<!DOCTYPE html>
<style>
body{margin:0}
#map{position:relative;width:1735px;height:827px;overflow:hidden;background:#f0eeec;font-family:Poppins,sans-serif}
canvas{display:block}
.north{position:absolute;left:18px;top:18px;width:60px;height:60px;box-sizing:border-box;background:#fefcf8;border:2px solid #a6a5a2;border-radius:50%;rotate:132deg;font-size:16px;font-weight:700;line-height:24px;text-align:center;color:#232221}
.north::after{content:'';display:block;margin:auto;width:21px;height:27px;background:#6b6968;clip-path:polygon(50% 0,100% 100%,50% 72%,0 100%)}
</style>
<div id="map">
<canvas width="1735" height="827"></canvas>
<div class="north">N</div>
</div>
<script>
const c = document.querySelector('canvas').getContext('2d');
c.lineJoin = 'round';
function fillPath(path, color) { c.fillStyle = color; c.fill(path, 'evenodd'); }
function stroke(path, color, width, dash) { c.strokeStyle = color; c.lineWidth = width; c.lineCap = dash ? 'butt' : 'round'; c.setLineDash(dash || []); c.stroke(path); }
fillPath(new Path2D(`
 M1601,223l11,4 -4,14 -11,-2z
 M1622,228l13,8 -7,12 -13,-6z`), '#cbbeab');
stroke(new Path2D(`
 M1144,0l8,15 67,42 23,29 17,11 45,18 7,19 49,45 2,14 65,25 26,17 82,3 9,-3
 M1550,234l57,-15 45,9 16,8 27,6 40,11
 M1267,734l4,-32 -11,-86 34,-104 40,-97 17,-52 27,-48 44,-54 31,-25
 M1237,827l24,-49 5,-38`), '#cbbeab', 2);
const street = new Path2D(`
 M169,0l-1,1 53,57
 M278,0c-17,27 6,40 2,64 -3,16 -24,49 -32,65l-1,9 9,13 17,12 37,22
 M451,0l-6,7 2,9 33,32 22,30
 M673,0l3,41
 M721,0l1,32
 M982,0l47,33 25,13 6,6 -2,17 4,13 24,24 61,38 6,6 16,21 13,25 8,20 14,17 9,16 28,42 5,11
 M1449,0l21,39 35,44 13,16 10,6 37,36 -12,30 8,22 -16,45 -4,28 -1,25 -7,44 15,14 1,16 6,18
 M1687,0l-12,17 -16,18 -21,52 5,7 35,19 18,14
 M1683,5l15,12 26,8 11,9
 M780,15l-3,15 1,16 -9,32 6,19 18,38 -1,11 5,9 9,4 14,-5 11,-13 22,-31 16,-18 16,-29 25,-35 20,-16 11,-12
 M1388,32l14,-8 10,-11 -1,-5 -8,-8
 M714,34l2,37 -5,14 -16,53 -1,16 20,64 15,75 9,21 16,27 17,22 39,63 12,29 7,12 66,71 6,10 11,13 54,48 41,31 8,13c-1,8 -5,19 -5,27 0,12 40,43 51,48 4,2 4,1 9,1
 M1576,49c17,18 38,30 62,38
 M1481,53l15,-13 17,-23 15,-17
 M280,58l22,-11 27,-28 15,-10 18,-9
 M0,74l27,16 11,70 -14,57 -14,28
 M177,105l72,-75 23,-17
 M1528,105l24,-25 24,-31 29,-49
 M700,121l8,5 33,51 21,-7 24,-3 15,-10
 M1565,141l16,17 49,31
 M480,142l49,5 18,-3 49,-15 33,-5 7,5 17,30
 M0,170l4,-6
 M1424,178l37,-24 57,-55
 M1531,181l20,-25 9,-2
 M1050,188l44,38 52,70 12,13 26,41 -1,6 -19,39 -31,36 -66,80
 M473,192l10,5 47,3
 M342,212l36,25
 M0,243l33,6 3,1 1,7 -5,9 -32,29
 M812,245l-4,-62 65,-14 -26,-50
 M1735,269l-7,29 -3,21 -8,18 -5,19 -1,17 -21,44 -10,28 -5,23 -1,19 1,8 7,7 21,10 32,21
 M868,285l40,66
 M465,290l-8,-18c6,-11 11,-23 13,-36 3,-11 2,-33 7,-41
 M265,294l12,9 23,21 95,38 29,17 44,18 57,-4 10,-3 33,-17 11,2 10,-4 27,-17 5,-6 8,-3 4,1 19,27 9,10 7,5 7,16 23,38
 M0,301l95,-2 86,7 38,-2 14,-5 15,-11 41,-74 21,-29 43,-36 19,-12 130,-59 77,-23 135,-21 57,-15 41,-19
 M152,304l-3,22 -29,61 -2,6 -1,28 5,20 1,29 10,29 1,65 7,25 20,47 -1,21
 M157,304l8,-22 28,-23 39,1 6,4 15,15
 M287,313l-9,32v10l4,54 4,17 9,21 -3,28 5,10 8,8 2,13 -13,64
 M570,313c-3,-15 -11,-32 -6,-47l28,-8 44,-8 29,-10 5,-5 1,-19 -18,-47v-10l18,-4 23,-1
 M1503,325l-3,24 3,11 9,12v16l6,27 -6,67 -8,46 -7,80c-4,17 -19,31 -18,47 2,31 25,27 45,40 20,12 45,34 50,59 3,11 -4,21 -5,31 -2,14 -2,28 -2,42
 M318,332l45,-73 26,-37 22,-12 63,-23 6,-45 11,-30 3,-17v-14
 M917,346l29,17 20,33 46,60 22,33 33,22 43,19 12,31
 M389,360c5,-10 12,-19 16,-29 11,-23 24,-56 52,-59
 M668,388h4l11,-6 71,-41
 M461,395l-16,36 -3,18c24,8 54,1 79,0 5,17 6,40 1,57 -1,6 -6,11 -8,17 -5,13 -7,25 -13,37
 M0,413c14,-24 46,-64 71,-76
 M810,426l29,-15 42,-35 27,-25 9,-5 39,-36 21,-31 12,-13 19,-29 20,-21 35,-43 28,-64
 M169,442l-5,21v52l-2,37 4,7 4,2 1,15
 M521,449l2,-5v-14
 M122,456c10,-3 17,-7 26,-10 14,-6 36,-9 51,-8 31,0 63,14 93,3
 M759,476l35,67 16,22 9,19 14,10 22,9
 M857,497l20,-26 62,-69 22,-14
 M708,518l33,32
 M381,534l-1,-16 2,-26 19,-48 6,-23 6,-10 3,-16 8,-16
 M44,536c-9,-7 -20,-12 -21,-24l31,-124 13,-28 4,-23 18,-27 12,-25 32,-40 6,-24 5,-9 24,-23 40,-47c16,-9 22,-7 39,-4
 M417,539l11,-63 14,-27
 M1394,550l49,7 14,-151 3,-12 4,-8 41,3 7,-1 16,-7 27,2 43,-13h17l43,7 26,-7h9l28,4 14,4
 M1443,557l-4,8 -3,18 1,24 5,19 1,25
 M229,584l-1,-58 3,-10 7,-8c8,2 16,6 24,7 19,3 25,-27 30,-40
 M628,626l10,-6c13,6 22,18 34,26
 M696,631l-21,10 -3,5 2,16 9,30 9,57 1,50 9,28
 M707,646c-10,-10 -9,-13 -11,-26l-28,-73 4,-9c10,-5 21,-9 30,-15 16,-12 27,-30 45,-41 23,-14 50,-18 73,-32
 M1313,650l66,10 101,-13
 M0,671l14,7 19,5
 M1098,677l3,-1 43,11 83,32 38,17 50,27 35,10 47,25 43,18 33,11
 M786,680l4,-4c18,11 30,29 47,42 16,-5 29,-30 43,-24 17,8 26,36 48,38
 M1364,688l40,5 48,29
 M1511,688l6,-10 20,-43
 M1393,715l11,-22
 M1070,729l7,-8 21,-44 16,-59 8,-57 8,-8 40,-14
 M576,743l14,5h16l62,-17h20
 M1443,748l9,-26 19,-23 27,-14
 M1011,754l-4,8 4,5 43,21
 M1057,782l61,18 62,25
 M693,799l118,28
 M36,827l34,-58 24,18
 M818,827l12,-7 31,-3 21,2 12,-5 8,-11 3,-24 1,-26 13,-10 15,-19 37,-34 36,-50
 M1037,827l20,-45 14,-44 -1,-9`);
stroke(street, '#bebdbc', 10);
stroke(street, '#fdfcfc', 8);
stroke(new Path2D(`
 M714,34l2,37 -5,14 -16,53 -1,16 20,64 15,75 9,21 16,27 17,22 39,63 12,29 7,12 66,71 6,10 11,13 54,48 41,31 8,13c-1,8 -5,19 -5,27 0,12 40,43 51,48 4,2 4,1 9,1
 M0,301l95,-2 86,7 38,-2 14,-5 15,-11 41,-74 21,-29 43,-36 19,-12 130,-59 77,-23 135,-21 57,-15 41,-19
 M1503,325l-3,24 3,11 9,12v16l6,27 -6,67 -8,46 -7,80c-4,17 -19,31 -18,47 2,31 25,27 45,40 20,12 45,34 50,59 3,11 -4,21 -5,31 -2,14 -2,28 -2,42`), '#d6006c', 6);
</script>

#### [What is needed]
Search the material for "canvas" and copy each matching line.

#### [Solution to the problem]
canvas{display:block}
<canvas width="1735" height="827"></canvas>
const c = document.querySelector('canvas').getContext('2d');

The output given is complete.